Then, in the mid Nineties, the Custom Shop stumbled upon an idea that would change the face of the guitar market and guitar-buying culture. It had become clear that many players were attracted by the patina and vibe of vintage guitars, but it was equally obvious that many of them didn’t like the cost or uncertainty of purchasing an older instrument. In response, the Custom Shop introduced a line of pre-distressed Relic guitars—brand-new and reliable instruments that had a worn-in look and feel.

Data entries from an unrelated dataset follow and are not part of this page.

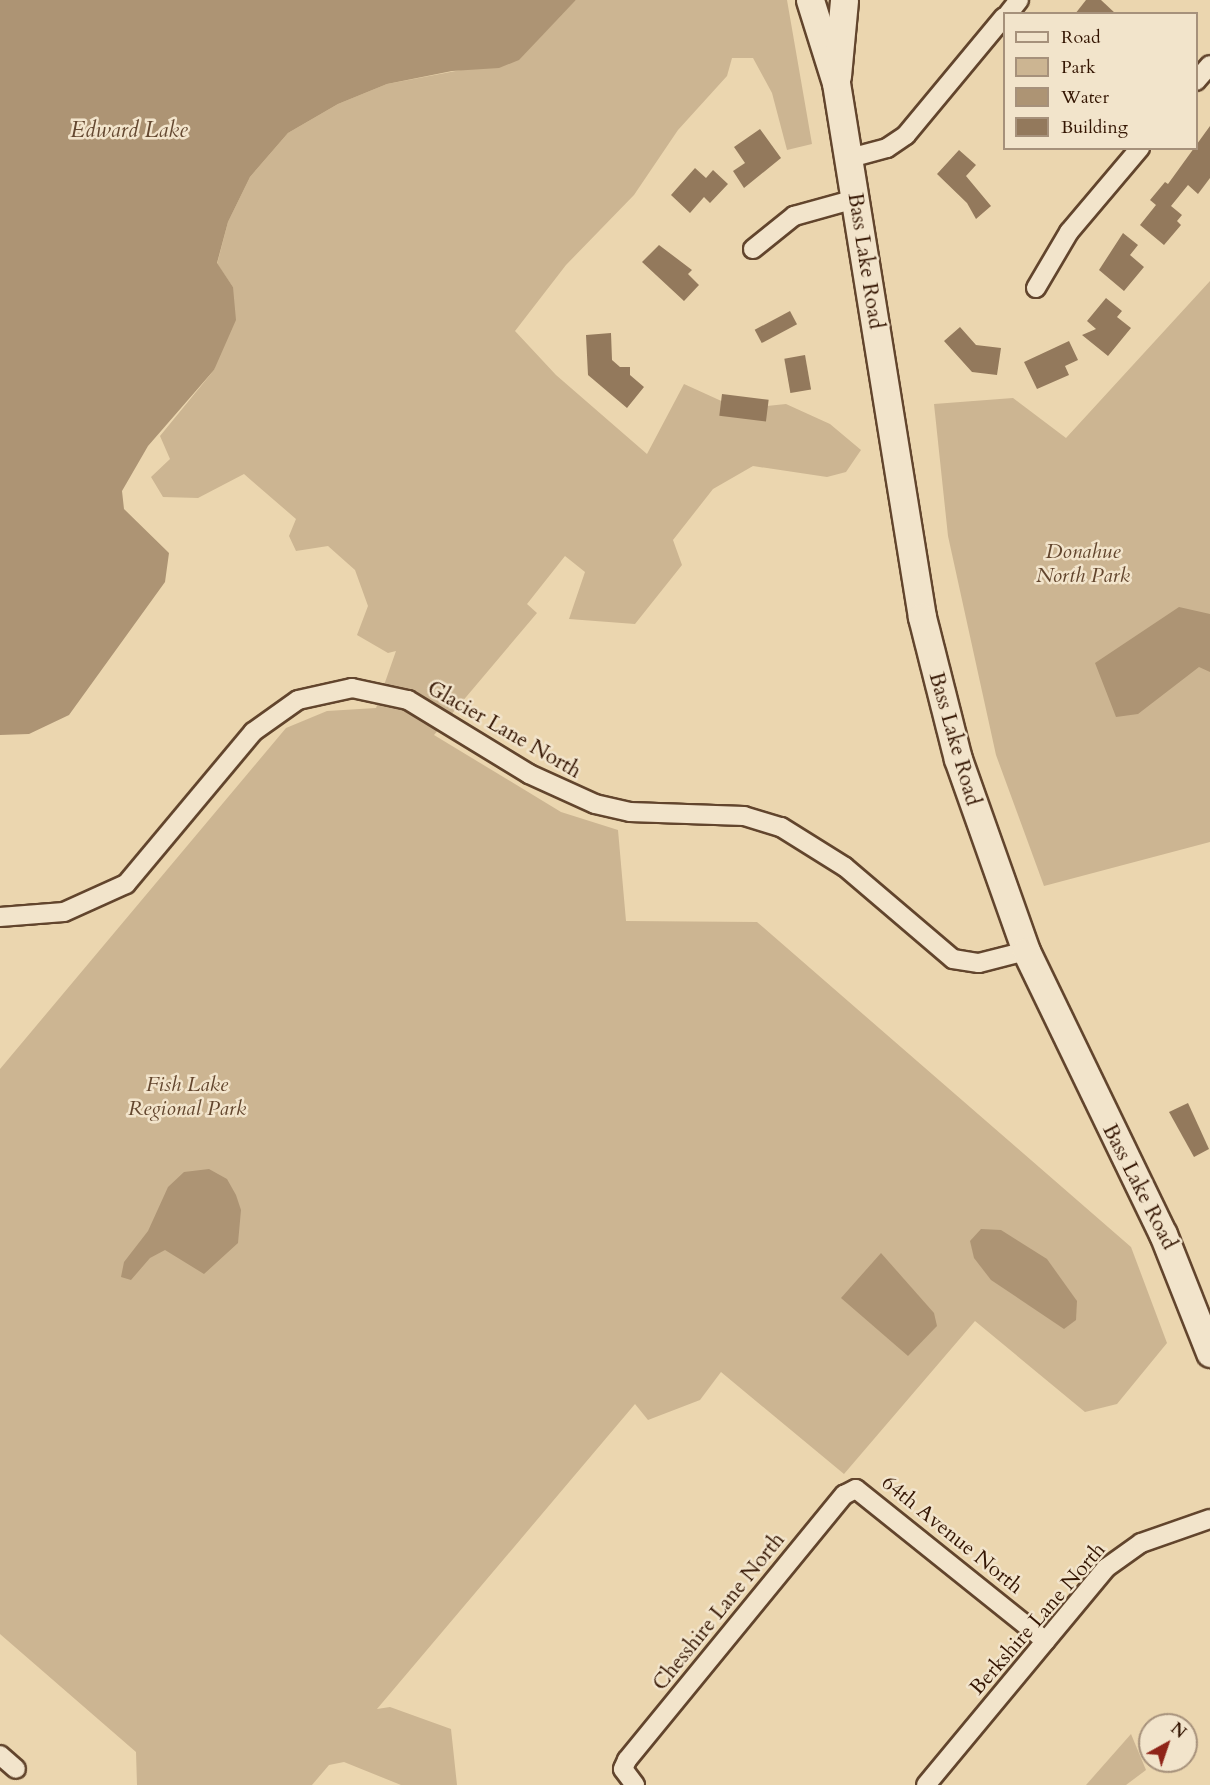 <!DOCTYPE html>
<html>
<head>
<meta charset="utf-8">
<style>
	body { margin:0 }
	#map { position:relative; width:1210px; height:1785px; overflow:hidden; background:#ebd6af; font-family:Cardo,serif }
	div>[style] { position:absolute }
	.green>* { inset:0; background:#ccb592 }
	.water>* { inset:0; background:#ad9474 }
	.building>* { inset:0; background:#93795c; transform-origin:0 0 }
	.roads { filter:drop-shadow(2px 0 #62452d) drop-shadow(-2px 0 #62452d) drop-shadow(0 2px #62452d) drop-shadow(0 -2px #62452d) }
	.minor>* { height:18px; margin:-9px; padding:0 9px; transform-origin:9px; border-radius:9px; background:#f2e4cb }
	.secondary>* { height:27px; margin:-13.5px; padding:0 13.5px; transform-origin:13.5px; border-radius:13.5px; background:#f2e4cb }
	span { translate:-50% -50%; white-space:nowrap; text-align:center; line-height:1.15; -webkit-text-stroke:5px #f2e4cb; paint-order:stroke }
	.street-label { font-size:21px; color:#341502 }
	.park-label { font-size:21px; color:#62452d; font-style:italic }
	.water-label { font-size:22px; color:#644830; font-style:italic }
	.legend { position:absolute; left:1003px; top:12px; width:195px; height:138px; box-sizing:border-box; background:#f2e4cb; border:2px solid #a6917b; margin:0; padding:8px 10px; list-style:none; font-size:18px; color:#341502 }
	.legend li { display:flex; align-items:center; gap:12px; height:30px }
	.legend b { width:30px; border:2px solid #a6917b }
	.north { position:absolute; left:1138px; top:1713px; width:60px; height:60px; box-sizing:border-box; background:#f2e4cb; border:2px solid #a6917b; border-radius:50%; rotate:40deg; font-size:16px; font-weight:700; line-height:24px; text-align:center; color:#341502 }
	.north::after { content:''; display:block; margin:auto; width:21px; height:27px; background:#8f2418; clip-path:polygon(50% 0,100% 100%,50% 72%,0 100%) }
</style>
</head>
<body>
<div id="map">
	<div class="green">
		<i style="clip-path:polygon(576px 0,787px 0,812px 144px,787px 150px,772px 93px,753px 58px,732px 58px,727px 76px,678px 130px,634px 195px,566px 265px,515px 331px,556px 375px,647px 454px,684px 384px,739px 409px,786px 404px,830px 424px,861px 450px,846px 472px,827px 477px,753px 466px,713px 489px,673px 540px,682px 565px,635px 624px,569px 619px,585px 572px,565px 556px,527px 604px,537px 613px,434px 735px,561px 812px,618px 830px,626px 921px,757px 922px,1131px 1247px,1167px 1343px,1117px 1404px,1085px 1412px,975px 1321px,844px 1474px,721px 1372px,700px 1400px,648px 1420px,635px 1404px,377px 1709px,390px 1707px,451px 1729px,457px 1785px,401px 1785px,344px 1762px,329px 1765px,312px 1785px,137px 1785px,136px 1752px,0 1634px,0 1069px,286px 728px,327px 711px,376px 708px,396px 651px,388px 653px,357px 635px,368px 606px,355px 570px,328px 546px,296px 551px,289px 536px,296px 519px,244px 474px,198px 498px,163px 497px,151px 477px,170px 459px,160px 436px,214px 370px,233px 287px,217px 264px,228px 222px,250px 177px,288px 133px,338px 104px,387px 84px,519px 59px)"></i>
		<i style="clip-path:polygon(1210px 281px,1210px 842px,1044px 886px,996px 755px,948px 536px,934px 404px,1013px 398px,1066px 438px)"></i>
		<i style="clip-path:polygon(1131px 1734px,1146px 1770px,1126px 1785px,1086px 1785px)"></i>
	</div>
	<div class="water">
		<i style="clip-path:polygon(0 0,576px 0,519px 60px,499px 68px,452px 71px,387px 84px,338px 104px,288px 133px,250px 177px,228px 222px,217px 263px,233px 287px,236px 320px,214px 370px,148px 446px,122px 491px,124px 509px,169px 553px,165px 582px,69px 715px,29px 734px,0 735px)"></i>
		<i style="clip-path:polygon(1179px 607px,1210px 614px,1210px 672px,1199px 667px,1138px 714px,1116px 717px,1095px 663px)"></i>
		<i style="clip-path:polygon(209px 1169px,227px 1179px,236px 1195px,241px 1210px,238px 1243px,204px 1274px,165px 1250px,150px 1258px,131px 1280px,121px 1277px,124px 1262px,148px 1231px,168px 1187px,184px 1172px)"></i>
		<i style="clip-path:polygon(981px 1229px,1001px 1230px,1047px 1259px,1077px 1301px,1076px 1320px,1064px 1329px,991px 1280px,974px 1258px,970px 1241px)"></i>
		<i style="clip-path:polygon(881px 1253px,934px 1313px,937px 1326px,908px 1356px,841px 1298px)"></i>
	</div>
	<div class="building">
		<i style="clip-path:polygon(1086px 0,1101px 0,1116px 14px,1075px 14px)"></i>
		<i style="clip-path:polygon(1210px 126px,1210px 178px,1198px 194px,1188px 185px,1171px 206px,1182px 215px,1177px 221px,1181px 225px,1164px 245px,1140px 225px,1156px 205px,1150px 200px,1165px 182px,1168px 184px)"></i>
		<i style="clip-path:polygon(760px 129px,781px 158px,744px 188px,733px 171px,745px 163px,734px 147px)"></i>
		<i style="clip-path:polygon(959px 150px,976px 165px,966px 176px,991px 206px,976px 219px,967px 203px,937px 174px)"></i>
		<i style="clip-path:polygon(695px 168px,706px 178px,713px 170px,728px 184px,710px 203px,704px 197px,690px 213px,671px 195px)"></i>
		<i style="clip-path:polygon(1123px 233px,1138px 245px,1130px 255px,1144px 267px,1124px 291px,1099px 270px)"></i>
		<i style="clip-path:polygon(659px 245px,692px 270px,688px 274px,699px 285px,684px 301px,642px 262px)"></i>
		<i style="clip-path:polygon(1106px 298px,1122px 311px,1117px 317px,1131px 328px,1108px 356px,1082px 335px,1096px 329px,1087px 321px)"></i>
		<i style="left:790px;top:311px;width:15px;height:40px;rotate:62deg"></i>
		<i style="clip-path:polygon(960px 327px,976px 345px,1001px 348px,997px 375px,972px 372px,944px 341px)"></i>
		<i style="clip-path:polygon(611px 333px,612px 360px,620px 367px,630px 367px,630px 375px,644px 387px,627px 408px,588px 375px,586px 335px)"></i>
		<i style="clip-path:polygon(1069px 341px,1078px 360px,1065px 366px,1069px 375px,1037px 389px,1024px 362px)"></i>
		<i style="left:805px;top:355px;width:35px;height:21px;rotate:80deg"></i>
		<i style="left:722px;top:394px;width:47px;height:22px;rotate:7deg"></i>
		<i style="clip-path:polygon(1188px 1103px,1209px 1149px,1194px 1157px,1169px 1112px)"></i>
	</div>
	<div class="roads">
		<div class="minor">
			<i style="left:1008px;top:14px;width:18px;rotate:-52deg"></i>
			<i style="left:1196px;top:81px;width:21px;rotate:-49deg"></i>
			<i style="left:850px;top:158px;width:38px;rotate:-15deg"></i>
			<i style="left:887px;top:148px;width:23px;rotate:-34deg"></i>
			<i style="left:906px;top:135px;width:153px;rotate:-50.3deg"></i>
			<i style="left:753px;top:249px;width:53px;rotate:-38.8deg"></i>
			<i style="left:794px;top:216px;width:63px;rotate:-15.6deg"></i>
			<i style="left:1036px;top:288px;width:65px;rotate:-59.5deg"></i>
			<i style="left:1069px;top:232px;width:110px;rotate:-49.8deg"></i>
			<i style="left:0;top:917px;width:64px;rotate:-4.5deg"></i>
			<i style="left:64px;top:912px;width:68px;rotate:-24.3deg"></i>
			<i style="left:126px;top:884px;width:198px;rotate:-50.1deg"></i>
			<i style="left:253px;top:732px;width:55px;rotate:-35.4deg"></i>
			<i style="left:298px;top:700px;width:55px;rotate:-12.5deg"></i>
			<i style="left:352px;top:688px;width:57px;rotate:12.1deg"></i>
			<i style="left:408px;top:700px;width:142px;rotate:31.4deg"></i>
			<i style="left:529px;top:774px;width:72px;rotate:24.4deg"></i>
			<i style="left:595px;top:804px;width:36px;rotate:13deg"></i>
			<i style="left:630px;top:812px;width:114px;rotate:2deg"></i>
			<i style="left:744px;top:816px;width:39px;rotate:17deg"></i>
			<i style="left:781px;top:827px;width:75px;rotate:32deg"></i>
			<i style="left:845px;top:867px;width:142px;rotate:40.4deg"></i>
			<i style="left:953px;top:959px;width:26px;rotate:9deg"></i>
			<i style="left:979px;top:963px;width:49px;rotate:-14.3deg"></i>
			<i style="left:0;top:1755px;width:21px;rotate:41deg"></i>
			<i style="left:635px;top:1785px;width:20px;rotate:-127deg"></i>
			<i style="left:623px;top:1769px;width:10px;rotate:-66deg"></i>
			<i style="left:627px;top:1760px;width:343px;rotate:-50.7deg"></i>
			<i style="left:844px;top:1495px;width:13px;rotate:-27deg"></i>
			<i style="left:856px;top:1489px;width:243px;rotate:38.7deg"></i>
			<i style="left:926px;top:1785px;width:282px;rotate:-50.3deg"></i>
			<i style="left:1106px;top:1568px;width:43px;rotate:-35.5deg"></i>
			<i style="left:1141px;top:1543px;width:73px;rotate:-19.2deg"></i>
		</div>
		<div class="secondary">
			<i style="left:810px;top:0;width:87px;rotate:72.6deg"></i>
			<i style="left:836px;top:83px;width:541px;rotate:80.85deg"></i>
			<i style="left:922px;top:617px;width:146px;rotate:75.8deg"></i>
			<i style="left:958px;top:759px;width:204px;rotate:70.5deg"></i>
			<i style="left:1026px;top:951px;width:314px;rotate:64.2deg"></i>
			<i style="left:1163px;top:1234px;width:128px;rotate:68.4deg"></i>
			<i style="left:837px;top:76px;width:76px;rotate:-84.7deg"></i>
		</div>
	</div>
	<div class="street-label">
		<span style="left:865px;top:261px;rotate:81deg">Bass Lake Road</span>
		<span style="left:504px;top:730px;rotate:30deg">Glacier Lane North</span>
		<span style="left:954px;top:739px;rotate:74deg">Bass Lake Road</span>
		<span style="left:1139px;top:1187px;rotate:63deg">Bass Lake Road</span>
		<span style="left:952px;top:1535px;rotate:39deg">64th Avenue North</span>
		<span style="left:719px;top:1612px;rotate:-51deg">Chesshire Lane North</span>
		<span style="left:1038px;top:1619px;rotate:-49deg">Berkshire Lane North</span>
	</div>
	<div class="park-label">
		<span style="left:1083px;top:564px">Donahue<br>North Park</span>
		<span style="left:187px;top:1097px">Fish Lake<br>Regional Park</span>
	</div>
	<div class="water-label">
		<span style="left:129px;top:131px">Edward Lake</span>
	</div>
	<ul class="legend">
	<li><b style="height:8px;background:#f2e4cb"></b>Road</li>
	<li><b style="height:16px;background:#ccb592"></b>Park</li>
	<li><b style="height:16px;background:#ad9474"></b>Water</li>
	<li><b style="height:16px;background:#93795c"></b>Building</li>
	</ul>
	<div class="north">N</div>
</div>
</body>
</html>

Initially, the Relic treatment was performed off premises by an outside vendor, but the accuracy of the colors and verisimilitude of the aging were not up to snuff. Sales were disappointing. “Then we brought it in-house, and it went into hyperdrive,” Eldred says. Today, heavily reliqued guitars are by far the Custom Shop’s most popular offering. “People sometimes ask me why we make so many relics,” Eldred says, “and I tell them, ‘Well, that’s what people order.’ And we are a made-to-order shop. People want a beat-up Strat because it’s just got a certain romantic image.”

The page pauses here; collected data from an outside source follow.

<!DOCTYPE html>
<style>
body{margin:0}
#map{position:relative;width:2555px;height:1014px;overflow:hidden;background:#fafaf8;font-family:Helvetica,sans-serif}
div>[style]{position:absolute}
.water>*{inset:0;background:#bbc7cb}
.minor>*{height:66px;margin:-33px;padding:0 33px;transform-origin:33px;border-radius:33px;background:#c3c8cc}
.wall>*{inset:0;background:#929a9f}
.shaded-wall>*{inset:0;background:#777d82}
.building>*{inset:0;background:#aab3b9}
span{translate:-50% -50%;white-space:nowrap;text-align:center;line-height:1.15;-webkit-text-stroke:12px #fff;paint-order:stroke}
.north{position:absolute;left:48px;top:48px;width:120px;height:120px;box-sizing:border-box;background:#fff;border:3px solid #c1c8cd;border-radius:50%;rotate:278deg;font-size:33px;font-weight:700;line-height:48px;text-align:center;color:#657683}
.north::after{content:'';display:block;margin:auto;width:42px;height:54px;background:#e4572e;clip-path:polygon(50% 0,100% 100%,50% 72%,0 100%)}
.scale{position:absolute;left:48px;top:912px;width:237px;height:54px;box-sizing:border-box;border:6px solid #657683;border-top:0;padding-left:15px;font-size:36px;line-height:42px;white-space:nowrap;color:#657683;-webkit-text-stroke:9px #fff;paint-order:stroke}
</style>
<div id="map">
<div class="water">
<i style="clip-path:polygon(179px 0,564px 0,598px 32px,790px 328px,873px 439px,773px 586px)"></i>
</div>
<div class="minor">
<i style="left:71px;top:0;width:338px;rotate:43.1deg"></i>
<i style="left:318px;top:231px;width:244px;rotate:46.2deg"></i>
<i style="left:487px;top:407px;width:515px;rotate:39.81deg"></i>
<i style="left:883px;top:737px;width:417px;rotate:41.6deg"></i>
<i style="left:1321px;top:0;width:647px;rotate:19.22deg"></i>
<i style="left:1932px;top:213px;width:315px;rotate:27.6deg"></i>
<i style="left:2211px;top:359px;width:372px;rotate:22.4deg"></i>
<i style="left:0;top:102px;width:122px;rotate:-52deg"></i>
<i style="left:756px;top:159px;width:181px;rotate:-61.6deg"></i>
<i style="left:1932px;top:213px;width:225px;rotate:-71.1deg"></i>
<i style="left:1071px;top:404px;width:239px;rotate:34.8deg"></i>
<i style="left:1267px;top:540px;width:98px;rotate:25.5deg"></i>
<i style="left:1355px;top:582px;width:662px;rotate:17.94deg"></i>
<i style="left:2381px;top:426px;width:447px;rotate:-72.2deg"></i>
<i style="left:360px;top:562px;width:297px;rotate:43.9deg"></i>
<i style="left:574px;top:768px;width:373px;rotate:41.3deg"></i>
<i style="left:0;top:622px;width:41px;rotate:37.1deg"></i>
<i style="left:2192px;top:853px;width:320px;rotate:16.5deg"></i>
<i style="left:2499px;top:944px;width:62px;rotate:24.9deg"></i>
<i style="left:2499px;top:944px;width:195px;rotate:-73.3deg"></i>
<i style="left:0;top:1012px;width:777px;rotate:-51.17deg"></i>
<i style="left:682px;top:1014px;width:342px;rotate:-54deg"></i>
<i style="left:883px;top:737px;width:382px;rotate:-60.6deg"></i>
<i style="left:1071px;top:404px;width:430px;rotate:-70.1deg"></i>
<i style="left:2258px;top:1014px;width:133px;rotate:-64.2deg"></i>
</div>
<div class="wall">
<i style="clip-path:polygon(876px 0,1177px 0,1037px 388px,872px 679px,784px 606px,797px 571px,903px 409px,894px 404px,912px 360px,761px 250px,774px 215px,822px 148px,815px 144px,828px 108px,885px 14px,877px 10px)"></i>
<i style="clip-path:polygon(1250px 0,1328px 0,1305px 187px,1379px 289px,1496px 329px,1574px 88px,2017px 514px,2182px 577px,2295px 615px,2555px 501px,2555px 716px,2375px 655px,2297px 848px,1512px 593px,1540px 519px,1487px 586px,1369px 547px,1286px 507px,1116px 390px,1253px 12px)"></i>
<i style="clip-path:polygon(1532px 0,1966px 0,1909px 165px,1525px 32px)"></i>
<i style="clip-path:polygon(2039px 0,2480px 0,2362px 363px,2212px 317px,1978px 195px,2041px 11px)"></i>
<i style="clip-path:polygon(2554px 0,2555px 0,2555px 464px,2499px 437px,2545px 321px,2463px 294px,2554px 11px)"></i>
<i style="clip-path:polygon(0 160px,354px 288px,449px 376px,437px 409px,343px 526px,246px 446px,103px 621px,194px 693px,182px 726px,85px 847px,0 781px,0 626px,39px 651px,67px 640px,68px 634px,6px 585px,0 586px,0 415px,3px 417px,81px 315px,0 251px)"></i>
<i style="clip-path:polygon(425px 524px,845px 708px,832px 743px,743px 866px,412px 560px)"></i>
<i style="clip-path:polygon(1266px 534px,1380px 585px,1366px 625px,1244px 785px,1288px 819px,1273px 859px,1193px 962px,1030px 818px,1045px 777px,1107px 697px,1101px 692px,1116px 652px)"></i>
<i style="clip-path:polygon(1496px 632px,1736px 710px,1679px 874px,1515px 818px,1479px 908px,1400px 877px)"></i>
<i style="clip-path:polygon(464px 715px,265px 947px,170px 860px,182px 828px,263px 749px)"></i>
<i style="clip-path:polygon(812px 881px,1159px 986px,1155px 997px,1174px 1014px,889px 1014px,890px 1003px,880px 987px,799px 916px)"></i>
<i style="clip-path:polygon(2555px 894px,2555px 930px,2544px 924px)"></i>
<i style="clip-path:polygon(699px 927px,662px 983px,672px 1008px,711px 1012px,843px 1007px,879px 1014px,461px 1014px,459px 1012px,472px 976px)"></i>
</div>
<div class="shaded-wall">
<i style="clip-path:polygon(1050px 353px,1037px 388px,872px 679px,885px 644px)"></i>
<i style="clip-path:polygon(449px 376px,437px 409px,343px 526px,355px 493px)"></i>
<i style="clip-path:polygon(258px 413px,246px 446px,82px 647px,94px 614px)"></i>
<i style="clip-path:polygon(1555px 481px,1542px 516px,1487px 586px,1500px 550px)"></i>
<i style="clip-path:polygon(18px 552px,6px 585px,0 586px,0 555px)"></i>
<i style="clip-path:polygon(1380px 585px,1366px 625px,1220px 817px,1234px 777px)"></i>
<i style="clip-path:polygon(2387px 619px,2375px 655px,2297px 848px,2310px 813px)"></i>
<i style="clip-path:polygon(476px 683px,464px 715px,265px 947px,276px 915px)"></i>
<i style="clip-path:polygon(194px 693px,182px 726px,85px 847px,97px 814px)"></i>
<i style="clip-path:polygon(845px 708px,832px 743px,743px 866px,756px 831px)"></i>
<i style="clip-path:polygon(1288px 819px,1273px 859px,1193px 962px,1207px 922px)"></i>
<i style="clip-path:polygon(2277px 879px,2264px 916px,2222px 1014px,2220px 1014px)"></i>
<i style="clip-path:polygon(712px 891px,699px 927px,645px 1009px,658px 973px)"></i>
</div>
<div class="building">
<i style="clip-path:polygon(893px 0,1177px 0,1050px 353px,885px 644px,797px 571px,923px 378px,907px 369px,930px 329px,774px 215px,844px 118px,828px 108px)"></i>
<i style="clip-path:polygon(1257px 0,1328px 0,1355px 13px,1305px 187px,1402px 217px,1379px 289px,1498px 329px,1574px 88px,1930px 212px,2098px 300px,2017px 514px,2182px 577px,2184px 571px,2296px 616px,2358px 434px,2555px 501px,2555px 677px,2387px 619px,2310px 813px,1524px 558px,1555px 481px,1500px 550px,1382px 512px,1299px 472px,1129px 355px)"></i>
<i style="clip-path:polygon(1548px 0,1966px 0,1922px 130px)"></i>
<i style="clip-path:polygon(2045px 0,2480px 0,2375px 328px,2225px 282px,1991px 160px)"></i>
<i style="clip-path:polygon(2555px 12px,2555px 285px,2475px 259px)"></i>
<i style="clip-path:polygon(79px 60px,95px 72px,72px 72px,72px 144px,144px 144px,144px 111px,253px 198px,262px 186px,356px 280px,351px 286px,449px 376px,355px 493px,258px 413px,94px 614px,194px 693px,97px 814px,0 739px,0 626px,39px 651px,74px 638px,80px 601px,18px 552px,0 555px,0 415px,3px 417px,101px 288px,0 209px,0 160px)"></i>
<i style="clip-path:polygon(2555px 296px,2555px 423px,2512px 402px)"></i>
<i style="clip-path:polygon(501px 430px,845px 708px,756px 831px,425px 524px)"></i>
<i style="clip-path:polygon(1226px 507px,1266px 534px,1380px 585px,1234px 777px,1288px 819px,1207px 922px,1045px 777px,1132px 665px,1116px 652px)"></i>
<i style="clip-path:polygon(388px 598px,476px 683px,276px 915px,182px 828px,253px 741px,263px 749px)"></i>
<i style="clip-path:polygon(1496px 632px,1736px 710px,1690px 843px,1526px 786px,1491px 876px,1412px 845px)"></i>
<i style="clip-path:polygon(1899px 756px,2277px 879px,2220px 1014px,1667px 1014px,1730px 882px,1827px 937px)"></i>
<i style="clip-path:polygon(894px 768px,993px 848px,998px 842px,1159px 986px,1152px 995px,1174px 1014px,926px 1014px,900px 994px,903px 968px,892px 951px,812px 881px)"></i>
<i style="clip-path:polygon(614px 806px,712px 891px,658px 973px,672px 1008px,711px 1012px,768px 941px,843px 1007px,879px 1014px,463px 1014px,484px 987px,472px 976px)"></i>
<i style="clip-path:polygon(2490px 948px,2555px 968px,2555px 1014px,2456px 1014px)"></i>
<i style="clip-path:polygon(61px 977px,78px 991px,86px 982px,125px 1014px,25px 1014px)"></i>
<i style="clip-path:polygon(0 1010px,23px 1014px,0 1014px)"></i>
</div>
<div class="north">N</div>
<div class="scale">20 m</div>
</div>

Many wannabes armed with chisels, bike chains, and a belt sander are producing distressed guitars to cash in on the Relic rage, but there’s a reason why the Custom Shop’s reliqued guitars look like the genuine vintage article. “There are a million ways to age a guitar wrong,” says master builder Dennis Galuszka, looking up from a favorite 1958 Telecaster that Lenny Kravitz has just sent him to duplicate. “When you relic a guitar, you need to tell a story for the aging to seem accurate. So if I’m doing a body, I’ll make up story about how maybe this guitar sat in a shop window in Arizona and the paint went haywire in the sun, and then a guy who played it wore a lot of bracelets or a huge belt buckle. Or maybe the guy was in a band where the drummer was an asshole who would always knock his cymbal into the guitar. You have to think this way to maintain the continuity, because if not, you’re just mindlessly bashing these things, which doesn’t work. These guys out there buying these guitars are too smart for that, and they do send them back if they don’t look right.”

Sometimes, the story is anything but fictional. Such was the case when master builder John Cruz was given the task of making an exact reproduction of Yngwie Malmsteen’s battered 1971 Stratocaster, “The Duck,” for a limited Tribute Series run. “I had that guitar and studied it for about four months,” Cruz says. “The fretboard scalloping is really minimal and crappy, and I copied it exactly, same as every crack, dowel, and repair. I brought the guitar to Germany to have Yngwie sign off on it, and when he saw it he started laughing. He could hardly tell the original and copy apart. He said, ‘You even got the cracks the same. But I bet you didn’t get the bite marks!’ And I said, ‘Flip it over.’ And there they were.”

The market dictates that a large portion of the Custom Shop’s output will be reliqued vintage reproductions, but great care and thought is also put into guitars that are anything but throwbacks, such as the Pro collection of instruments. “Pro doesn’t mean Professional; it means Prototype,’ “ Eldred explains. “We have total freedom to do what we want with these and to experiment with new bridges, pickups, and whatever else we want. When we plan this series every year, we just sit back and say, ‘Okay, what can we do that’s cool?’ For 2011, for example, we decided to make the bodies out of 100-year-old pine, because that was something that we had not done before on a Team-Built guitar. Every design is only manufactured for a year, and then it’s gone, which makes these collectible.”

The ultimate collectibles, however, are the stunning presentation-piece one-offs that are the pride of the master builders. For example, Yuriy Shishkov produces impressive inlayed guitars using only simple tools, like a jewelry saw, and materials such as silver and copper wire, mother-of-pearl, and other precious and semi-precious materials. “These days,” Shishkov says, “pretty much all of the inlay work that you see on the market is done by machine, because it’s much much cheaper and faster. The technique that I use has been employed by firearms makers for centuries. They would embellish their rifle stocks in the same way: you puncture a line of the design and then lay in the wire. No glue is used, and it’s very, very time consuming.”

As one wanders between the different master builder workstations, it becomes clear that Shishkov’s patience, focus, and desire to be the ultimate practitioner of his craft is shared by his colleagues. This is not a workplace that suffers fools or slackers. “You don’t get a master builder decal just for being a good guy,” Eldred says. “You really need to know what you are doing. You have to prove yourself to the company, and you also have to prove yourself to those other eight guys. It’s highly competitive out there, and you’ve really got to bring it when you build something.”

The dedication can be seen in the team builders as well. Most likely some of them hope one day to be promoted to the rank of master builder; others seem perfectly happy right where they are. None, however, have the glazed look and listless slump that are the telltale signs of a clock-watcher. “Our philosophy here is simple,” Eldred concludes. “When you produce something, whether it’s a guitar, a pair of glasses, or whatever, the vibe of the people who made it is absorbed into that product. Our builders love what they do, and it shows in the guitars they create.”